La pista era reciente y permitió al hermano Justicia ir de ciudad en ciudad a través de los campos hacia Dusberry. Fue obteniendo más pistas durante el camino, entre ellas una relativa a una escaramuza en un bar en el que, al parecer, aquel fraile loco había hecho volar a un par de hombres con una descarga azul.

Grafito.

Menos de un mes después de haber salido del diminuto poblado, convencido de que estaba acortando la distancia que lo separaba del facineroso monje, el hermano Justicia cruzó las fortificadas puertas de Palmaris.

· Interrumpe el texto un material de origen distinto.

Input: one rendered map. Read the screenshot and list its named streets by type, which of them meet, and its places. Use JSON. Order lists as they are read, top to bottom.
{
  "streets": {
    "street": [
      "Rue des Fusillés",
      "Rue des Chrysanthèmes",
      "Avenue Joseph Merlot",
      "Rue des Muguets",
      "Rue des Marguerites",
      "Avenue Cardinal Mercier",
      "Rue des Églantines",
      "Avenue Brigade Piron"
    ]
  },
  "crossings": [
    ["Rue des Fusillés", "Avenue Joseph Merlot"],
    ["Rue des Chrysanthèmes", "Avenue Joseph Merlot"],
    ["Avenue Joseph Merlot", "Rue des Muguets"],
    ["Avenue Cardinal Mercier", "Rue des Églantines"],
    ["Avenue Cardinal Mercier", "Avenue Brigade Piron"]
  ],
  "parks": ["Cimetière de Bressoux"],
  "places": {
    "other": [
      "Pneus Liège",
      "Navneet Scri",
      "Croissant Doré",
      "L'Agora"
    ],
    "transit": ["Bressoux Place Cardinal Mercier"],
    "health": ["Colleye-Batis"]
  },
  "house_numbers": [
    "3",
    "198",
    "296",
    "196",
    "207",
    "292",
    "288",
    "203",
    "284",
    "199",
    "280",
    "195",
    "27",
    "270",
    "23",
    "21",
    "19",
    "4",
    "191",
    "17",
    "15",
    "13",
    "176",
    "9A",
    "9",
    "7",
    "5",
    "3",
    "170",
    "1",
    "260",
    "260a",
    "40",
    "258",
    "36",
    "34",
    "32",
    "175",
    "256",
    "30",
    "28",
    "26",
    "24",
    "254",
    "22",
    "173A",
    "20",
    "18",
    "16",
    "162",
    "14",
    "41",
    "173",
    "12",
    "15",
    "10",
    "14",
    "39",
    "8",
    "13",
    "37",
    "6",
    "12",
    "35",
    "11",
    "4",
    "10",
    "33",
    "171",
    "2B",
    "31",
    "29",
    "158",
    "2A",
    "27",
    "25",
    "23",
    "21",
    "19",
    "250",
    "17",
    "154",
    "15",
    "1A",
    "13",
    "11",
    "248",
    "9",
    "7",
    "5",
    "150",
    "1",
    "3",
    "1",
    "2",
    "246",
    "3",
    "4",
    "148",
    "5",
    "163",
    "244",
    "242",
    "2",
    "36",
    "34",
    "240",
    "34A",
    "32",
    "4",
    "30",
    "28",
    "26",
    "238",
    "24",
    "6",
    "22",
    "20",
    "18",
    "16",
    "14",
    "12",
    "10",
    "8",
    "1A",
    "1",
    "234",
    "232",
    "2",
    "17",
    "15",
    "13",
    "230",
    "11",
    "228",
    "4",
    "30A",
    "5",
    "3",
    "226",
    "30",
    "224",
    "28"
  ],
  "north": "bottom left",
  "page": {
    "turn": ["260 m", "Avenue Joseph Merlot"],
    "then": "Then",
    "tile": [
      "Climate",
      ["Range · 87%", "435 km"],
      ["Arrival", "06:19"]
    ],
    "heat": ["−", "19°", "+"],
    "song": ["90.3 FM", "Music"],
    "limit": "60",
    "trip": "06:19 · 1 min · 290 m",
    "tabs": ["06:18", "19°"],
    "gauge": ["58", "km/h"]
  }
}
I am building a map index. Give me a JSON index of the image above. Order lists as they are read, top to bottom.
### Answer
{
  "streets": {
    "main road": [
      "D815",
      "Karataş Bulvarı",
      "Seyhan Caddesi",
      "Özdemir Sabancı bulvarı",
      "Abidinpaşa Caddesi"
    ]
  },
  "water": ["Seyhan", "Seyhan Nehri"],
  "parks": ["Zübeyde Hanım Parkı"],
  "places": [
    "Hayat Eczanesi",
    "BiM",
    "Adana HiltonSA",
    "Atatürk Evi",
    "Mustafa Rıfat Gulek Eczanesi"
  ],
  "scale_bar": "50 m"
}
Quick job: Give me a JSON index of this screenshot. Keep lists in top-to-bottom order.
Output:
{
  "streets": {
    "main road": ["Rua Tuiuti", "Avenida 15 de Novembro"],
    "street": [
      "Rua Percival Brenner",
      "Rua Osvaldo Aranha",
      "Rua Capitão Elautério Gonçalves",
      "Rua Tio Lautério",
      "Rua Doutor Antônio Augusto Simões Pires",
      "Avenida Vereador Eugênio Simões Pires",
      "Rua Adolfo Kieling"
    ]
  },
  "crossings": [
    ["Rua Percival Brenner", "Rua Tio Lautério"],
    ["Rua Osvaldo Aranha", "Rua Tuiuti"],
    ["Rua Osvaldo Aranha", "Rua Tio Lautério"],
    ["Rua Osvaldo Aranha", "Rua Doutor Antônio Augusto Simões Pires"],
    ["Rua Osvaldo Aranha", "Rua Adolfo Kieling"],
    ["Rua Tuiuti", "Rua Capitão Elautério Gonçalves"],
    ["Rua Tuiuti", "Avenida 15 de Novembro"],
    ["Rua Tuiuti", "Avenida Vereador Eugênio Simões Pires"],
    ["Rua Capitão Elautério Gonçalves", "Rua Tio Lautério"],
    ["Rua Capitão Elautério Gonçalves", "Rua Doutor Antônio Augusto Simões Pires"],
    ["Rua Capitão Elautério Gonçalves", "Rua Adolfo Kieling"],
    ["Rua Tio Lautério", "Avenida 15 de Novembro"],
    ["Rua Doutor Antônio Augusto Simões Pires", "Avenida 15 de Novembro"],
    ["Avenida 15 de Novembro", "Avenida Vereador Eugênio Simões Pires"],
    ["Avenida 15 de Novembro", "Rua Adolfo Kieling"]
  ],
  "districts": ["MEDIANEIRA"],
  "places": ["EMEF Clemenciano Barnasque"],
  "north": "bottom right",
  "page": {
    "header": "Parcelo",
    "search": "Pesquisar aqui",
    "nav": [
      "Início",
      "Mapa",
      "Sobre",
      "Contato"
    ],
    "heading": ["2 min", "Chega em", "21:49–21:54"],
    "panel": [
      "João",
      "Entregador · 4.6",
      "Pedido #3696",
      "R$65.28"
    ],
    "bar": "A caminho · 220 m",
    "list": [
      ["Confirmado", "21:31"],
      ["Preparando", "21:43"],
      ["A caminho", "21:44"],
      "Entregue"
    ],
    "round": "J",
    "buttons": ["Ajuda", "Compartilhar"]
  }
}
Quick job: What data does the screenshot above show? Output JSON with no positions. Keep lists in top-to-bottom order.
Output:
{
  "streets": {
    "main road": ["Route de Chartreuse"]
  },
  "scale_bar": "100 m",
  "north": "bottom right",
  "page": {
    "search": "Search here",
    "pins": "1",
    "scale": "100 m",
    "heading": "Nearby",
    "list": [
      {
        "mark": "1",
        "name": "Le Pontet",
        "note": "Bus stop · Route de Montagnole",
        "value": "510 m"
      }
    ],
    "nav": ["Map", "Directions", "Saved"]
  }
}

Dos días después utilizó su piedra Vista de Dragón y detectó el uso de una potente magia proveniente del distrito nordeste de la ciudad, el barrio de casas ricas en la parte alta de Palmaris. Convencido de que tenía la presa al alcance, como un león que observa a una cebra vieja y torpe, el monje se precipitó por las calles y atravesó la concurrida plaza del mercado, atropellando a más de un asombrado transeúnte. Lo asaltó cierta inquietud al llegar a la cancela de la casa indicada, un enorme edificio construido con materiales importados: suave mármol blanco trabajado en el sur, vigas de madera oscura de las Tierras Boscosas y una colección de esculturas de jardín que sólo podían haber salido de los talleres de los mejores escultores de Ursal. Lo primero que se le ocurrió al hermano Justicia fue que Avelyn había entrado al servicio de aquel comerciante evidentemente rico, quizá para realizar con las piedras alguna proeza que su patrón necesitaba, o quizá simplemente como bufón de corte. El violento fraile trató de agarrarse a esa esperanza, aunque no podía descartar sus dudas. ¿Alquilaría sus poderes Avelyn, para quien las piedras era lo más sagrado de todo? Sólo en una emergencia, pensó el hermano Justicia; y, puesto que Avelyn no podía llevar en Palmaris más de un par de semanas, era probable que aquella casa no le fuera familiar.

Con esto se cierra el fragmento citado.